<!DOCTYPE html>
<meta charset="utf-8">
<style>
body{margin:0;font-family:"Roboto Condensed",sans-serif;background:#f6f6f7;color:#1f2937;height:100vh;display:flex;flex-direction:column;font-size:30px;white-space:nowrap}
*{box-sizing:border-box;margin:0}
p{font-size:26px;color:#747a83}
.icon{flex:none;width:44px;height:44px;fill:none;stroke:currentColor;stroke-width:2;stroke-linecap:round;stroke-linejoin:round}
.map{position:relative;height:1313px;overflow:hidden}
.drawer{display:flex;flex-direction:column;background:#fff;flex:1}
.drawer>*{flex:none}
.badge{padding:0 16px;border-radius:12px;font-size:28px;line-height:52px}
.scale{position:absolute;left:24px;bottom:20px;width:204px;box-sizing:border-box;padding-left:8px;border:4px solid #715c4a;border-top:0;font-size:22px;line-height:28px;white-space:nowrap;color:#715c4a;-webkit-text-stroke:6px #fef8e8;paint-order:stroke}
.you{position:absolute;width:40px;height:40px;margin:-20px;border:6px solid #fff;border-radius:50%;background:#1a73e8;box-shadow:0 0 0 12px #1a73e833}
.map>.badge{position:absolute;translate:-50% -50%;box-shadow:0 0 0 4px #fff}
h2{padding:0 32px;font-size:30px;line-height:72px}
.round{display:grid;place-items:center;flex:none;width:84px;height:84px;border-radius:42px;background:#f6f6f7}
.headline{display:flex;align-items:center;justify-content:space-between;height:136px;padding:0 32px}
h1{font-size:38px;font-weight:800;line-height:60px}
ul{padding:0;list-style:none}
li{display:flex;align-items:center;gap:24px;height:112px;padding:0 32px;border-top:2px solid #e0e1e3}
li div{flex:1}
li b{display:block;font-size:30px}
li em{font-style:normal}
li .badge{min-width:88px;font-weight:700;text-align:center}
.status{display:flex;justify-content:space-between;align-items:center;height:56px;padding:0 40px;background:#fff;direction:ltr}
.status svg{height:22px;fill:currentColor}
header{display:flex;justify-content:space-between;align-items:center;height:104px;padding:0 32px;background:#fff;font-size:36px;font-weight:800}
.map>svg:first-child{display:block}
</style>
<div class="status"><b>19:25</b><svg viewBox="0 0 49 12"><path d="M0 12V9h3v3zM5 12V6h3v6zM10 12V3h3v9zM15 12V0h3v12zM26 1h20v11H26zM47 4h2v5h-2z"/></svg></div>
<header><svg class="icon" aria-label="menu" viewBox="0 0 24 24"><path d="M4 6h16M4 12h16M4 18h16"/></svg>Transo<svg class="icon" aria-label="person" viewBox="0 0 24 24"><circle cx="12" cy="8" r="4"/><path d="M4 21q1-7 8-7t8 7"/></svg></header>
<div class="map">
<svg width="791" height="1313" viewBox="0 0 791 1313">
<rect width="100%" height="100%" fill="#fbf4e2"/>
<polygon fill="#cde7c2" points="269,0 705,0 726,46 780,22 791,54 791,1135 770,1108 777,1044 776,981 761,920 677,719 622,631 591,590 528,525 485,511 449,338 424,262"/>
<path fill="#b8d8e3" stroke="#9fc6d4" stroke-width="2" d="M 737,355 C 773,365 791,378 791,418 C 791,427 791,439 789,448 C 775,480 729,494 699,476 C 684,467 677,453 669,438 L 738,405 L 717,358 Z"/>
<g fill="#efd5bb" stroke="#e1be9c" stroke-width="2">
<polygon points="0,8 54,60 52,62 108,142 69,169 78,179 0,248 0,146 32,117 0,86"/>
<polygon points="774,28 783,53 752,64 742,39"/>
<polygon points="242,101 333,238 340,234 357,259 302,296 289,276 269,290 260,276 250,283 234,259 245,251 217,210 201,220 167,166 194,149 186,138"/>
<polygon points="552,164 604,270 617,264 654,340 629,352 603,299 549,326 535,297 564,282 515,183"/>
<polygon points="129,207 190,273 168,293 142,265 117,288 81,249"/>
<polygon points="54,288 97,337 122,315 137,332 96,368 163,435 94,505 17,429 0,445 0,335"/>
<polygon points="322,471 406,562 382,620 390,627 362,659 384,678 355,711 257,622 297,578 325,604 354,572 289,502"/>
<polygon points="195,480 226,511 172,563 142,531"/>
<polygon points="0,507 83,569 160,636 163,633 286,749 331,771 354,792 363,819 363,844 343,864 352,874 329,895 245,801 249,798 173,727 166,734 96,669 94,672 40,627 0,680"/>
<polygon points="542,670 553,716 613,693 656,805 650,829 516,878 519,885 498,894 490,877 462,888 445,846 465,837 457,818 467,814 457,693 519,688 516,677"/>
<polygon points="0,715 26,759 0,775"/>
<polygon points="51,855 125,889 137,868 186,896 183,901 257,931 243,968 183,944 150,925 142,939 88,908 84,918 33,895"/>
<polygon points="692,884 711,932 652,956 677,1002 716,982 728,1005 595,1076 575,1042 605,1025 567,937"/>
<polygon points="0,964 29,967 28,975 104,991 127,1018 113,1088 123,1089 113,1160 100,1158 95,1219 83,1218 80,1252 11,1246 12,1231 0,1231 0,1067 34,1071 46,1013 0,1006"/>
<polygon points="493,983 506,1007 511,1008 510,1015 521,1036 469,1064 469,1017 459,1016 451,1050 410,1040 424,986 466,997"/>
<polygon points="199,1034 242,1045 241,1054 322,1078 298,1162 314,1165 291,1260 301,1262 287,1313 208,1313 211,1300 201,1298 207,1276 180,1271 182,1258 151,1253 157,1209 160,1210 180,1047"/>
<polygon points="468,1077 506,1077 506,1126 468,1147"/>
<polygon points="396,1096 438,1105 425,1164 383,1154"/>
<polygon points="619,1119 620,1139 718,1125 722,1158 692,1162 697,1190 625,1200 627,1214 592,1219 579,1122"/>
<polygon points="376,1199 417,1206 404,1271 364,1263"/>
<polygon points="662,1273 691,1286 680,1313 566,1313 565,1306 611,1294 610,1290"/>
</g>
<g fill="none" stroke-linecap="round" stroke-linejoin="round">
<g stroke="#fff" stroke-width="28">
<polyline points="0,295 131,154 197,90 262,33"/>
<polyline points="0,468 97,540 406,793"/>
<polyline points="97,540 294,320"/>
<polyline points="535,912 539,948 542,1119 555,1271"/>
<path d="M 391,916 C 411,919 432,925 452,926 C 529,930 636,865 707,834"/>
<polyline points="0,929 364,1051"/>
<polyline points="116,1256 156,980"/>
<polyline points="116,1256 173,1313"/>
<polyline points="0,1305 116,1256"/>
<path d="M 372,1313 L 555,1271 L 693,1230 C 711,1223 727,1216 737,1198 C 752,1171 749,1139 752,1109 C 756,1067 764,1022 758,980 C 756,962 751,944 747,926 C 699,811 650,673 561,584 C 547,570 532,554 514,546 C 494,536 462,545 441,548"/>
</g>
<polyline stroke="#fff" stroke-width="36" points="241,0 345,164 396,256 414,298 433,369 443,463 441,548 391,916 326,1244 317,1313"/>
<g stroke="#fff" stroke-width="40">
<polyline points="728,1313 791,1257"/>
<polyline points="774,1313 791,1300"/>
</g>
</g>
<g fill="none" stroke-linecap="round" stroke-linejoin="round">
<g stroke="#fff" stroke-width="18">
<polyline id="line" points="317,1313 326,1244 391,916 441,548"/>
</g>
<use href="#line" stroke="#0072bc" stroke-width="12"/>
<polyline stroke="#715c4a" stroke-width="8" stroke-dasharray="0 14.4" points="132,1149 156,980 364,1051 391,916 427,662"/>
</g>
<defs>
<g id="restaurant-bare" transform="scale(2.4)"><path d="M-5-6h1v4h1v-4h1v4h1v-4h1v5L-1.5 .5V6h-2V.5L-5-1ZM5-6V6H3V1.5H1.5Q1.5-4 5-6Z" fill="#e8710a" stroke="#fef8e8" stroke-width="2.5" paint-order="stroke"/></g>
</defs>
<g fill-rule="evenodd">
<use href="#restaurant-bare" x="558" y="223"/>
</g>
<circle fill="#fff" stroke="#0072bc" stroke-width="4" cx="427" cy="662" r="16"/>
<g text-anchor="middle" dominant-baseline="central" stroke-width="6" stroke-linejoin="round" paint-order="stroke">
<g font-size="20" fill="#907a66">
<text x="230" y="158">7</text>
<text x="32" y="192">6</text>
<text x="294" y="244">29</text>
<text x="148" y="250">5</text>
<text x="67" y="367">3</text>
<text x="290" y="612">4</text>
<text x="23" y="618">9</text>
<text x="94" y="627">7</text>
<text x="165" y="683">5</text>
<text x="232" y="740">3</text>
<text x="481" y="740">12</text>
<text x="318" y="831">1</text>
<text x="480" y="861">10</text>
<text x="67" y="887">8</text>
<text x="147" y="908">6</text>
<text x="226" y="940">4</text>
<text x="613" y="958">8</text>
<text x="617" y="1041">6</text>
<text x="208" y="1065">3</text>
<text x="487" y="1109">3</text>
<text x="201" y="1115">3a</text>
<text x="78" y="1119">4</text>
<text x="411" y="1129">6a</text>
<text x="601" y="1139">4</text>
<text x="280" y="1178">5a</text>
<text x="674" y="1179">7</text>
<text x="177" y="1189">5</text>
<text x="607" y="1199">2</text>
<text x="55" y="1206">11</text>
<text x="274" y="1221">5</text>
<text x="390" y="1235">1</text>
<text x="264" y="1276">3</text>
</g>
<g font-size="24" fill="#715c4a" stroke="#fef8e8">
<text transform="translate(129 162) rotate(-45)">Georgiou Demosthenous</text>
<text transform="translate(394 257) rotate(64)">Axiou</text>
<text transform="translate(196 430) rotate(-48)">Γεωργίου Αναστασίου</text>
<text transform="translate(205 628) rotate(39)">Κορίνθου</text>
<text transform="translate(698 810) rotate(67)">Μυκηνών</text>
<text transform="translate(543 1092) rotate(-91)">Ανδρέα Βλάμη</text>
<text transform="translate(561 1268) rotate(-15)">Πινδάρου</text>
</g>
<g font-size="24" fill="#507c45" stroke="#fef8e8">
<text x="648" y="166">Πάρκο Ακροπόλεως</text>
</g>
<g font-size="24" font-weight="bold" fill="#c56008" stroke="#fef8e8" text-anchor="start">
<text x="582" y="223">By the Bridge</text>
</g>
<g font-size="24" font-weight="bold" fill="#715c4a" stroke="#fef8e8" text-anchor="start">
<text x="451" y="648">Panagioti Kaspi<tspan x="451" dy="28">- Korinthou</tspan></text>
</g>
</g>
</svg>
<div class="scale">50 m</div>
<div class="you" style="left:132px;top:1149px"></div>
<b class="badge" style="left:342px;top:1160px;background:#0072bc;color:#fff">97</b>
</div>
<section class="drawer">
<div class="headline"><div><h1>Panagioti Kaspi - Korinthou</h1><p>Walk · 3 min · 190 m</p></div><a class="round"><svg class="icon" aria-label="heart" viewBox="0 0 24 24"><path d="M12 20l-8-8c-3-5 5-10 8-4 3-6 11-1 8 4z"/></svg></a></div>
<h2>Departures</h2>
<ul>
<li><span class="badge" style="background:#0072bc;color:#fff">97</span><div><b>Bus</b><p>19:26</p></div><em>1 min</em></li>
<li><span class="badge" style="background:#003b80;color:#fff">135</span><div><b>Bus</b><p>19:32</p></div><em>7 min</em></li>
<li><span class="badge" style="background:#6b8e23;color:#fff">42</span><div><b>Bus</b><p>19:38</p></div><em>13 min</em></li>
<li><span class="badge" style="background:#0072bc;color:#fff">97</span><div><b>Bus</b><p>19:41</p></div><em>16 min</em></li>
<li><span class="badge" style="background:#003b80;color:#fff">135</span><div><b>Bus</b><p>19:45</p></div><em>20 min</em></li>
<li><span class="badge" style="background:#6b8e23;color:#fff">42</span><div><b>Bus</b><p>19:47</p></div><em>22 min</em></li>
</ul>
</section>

──────────

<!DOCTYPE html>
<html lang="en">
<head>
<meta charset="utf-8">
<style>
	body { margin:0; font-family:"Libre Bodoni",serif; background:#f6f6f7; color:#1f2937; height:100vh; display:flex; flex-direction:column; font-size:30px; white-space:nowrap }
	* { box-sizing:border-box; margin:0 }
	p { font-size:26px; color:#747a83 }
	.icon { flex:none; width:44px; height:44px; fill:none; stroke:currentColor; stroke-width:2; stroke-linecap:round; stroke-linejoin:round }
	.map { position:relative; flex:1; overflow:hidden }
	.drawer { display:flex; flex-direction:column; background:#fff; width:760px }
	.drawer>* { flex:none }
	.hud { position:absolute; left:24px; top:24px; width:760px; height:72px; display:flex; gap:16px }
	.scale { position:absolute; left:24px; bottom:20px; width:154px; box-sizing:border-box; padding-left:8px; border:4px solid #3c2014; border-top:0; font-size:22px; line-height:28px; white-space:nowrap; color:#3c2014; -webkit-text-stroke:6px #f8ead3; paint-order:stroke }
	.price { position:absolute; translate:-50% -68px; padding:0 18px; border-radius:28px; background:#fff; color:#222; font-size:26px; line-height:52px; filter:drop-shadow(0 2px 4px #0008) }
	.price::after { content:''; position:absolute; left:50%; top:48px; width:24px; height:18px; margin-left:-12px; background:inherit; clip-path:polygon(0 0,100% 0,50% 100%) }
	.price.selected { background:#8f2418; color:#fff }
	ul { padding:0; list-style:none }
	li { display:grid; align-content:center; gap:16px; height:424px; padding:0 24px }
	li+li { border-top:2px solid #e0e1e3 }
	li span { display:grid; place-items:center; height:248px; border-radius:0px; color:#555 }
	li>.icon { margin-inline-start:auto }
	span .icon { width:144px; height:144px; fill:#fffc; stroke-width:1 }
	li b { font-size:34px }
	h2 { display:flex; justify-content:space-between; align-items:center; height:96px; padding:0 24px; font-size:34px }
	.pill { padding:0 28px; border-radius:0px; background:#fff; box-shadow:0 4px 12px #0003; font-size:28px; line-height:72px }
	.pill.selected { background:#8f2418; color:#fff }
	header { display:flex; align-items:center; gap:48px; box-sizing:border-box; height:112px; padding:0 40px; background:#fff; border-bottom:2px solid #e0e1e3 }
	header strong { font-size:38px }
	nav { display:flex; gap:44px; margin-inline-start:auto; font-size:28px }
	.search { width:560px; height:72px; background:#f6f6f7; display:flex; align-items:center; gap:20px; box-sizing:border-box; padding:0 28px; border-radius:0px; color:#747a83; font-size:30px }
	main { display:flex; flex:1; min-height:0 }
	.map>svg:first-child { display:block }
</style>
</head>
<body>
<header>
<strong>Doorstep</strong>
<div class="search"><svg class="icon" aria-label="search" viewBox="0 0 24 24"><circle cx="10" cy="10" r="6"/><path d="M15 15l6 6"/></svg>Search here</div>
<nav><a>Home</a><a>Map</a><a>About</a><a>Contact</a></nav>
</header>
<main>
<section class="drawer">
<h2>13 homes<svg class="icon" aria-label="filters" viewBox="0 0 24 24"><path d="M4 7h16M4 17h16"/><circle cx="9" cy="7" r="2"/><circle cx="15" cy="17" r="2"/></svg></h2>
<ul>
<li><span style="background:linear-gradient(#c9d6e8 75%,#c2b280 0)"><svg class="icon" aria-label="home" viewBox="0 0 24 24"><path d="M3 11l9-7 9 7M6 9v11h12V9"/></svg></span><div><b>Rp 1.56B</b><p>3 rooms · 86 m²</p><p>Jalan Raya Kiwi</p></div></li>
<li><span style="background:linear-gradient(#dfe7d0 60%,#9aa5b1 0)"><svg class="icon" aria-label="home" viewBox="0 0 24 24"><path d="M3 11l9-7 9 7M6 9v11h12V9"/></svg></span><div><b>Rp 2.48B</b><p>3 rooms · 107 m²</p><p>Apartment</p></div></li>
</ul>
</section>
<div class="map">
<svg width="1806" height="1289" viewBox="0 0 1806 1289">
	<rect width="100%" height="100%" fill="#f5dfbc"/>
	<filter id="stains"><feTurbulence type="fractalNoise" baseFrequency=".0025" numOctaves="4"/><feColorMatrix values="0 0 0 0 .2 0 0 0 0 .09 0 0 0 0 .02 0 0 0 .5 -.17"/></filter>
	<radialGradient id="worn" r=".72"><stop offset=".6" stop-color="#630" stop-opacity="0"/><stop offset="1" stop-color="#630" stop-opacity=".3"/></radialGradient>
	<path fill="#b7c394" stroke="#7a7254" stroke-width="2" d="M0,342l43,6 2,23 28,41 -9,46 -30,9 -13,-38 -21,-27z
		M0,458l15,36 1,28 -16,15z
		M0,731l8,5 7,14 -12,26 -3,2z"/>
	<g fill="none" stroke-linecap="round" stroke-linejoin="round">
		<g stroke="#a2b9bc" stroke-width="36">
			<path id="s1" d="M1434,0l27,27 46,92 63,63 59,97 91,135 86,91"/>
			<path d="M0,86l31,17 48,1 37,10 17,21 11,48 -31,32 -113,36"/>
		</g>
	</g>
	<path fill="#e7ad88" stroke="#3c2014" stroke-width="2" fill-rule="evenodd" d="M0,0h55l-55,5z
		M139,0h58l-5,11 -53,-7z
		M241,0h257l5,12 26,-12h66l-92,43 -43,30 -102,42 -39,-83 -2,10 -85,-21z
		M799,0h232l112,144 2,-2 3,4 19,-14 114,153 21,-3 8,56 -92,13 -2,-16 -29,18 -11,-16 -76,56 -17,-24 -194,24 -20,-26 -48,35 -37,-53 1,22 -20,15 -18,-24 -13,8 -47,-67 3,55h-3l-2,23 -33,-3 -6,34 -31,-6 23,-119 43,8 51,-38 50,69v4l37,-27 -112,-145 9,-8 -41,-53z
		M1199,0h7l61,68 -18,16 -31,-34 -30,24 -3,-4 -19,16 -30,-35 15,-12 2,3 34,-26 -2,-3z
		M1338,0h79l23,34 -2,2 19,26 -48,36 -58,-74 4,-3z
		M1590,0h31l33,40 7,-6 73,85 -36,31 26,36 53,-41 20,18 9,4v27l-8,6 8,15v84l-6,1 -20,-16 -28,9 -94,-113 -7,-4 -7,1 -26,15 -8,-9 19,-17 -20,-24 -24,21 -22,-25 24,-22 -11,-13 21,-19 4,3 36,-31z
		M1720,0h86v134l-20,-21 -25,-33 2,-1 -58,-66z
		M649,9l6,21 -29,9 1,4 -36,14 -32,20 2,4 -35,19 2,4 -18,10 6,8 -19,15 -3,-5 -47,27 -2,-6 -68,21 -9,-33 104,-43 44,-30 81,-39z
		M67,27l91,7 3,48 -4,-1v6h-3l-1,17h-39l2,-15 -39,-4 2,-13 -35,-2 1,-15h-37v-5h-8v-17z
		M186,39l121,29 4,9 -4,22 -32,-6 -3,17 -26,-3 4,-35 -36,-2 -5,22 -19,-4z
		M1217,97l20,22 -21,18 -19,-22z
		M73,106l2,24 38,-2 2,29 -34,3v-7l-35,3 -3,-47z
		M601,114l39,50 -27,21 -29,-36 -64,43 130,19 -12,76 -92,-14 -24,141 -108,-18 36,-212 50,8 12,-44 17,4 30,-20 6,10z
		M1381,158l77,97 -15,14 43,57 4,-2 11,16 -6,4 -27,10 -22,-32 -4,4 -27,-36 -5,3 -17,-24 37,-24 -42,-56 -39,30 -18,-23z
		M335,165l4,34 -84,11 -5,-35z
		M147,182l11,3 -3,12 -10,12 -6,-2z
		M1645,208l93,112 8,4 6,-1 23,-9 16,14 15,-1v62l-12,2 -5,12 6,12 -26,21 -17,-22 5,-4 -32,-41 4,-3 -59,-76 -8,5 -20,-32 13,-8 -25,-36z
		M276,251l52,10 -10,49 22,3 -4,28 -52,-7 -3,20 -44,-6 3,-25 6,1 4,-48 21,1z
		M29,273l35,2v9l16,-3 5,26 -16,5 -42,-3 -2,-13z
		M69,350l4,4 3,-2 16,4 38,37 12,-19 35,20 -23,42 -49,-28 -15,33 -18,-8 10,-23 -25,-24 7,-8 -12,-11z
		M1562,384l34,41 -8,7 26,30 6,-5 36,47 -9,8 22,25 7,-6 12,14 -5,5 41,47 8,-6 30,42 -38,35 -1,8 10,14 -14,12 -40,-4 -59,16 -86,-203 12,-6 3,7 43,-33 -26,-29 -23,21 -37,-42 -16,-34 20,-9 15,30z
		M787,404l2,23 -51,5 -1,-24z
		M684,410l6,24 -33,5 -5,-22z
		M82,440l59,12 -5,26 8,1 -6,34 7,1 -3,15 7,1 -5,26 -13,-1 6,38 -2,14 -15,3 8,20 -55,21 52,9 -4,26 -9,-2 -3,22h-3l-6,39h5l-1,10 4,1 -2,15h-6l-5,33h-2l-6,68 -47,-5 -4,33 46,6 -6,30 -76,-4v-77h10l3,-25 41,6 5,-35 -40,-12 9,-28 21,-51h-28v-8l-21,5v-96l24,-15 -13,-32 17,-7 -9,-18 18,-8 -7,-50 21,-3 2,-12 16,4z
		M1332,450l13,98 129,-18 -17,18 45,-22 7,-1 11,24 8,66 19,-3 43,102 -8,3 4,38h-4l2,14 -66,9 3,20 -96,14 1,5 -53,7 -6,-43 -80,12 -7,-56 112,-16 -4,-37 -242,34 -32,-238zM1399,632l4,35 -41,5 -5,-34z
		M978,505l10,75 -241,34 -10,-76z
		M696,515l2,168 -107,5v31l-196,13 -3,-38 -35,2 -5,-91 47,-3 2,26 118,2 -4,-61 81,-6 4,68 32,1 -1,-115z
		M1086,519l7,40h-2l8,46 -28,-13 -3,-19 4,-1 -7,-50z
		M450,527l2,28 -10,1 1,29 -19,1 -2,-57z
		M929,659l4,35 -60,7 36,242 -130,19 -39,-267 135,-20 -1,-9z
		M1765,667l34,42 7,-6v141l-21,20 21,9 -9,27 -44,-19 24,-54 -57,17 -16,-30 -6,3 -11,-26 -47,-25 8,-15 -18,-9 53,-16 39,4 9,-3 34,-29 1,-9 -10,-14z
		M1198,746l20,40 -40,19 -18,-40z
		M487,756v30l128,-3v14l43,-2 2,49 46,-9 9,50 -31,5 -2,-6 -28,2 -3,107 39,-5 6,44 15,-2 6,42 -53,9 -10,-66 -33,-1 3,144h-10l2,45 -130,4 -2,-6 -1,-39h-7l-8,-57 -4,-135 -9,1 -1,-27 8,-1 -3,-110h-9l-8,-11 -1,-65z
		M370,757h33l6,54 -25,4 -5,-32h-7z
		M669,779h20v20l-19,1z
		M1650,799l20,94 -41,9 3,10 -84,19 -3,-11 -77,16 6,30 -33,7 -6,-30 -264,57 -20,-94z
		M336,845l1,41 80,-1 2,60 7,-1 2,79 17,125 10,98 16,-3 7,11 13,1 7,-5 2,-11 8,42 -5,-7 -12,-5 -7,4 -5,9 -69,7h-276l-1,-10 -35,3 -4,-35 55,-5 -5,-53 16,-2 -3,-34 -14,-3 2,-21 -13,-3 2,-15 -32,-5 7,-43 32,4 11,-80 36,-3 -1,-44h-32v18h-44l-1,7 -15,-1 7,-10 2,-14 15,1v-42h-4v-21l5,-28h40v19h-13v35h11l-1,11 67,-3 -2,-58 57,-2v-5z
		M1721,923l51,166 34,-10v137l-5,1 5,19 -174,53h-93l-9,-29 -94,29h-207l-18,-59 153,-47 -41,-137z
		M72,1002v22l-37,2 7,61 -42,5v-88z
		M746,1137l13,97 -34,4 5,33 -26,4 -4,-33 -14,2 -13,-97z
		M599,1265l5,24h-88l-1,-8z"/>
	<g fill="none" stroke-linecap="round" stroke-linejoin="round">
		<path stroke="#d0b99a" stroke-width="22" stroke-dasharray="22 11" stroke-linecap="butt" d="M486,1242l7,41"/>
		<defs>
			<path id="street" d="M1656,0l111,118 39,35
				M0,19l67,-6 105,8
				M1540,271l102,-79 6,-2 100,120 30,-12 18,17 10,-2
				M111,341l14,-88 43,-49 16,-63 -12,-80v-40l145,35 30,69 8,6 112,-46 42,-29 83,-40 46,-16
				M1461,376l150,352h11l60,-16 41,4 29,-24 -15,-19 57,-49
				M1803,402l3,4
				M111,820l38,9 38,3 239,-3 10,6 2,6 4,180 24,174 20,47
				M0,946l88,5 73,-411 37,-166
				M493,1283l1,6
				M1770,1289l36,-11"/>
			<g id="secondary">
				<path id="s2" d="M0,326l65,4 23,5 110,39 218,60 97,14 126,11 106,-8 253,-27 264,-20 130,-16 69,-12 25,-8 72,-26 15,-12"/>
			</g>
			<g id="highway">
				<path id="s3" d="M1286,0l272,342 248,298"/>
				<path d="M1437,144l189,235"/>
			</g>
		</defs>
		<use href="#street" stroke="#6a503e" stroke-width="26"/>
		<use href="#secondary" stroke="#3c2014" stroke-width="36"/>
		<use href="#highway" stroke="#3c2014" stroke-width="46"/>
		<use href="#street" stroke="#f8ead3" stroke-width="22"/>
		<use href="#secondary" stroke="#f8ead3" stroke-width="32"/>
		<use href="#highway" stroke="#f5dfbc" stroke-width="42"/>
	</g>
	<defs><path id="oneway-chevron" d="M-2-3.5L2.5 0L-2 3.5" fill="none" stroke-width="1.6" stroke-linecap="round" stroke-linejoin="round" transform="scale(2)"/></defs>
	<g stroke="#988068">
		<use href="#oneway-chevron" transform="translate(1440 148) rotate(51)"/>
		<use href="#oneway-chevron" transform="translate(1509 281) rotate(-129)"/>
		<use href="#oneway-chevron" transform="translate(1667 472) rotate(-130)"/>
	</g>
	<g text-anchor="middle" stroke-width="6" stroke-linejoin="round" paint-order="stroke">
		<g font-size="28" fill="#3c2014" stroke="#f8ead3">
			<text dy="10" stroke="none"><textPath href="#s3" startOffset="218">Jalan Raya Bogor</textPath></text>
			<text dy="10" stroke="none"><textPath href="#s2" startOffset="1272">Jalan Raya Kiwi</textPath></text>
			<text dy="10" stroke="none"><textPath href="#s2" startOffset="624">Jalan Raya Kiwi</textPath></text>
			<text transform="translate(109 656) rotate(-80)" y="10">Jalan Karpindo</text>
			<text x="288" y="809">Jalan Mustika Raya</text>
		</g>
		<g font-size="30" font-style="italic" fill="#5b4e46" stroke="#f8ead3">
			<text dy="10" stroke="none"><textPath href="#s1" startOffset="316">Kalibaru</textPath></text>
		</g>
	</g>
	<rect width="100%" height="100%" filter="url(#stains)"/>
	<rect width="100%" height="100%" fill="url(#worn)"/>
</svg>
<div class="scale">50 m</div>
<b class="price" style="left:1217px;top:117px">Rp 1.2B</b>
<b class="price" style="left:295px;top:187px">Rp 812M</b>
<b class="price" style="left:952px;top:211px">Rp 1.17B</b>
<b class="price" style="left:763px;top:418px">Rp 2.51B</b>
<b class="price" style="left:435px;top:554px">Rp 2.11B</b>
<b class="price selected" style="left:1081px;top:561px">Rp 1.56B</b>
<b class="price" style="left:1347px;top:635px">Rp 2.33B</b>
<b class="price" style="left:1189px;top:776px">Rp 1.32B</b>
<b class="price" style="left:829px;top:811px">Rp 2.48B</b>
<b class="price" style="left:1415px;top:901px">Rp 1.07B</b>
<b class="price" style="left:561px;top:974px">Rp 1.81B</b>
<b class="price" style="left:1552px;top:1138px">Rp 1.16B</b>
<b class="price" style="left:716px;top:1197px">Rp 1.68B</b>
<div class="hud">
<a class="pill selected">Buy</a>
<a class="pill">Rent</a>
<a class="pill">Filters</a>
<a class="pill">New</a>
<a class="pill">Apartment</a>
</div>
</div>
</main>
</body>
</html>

──────────

◆ **Work item**
Which lines in the entries above contain "html"? Pull each of them out.

◆ **Exercise solution**
<!DOCTYPE html>
<!DOCTYPE html>
<html lang="en">
</html>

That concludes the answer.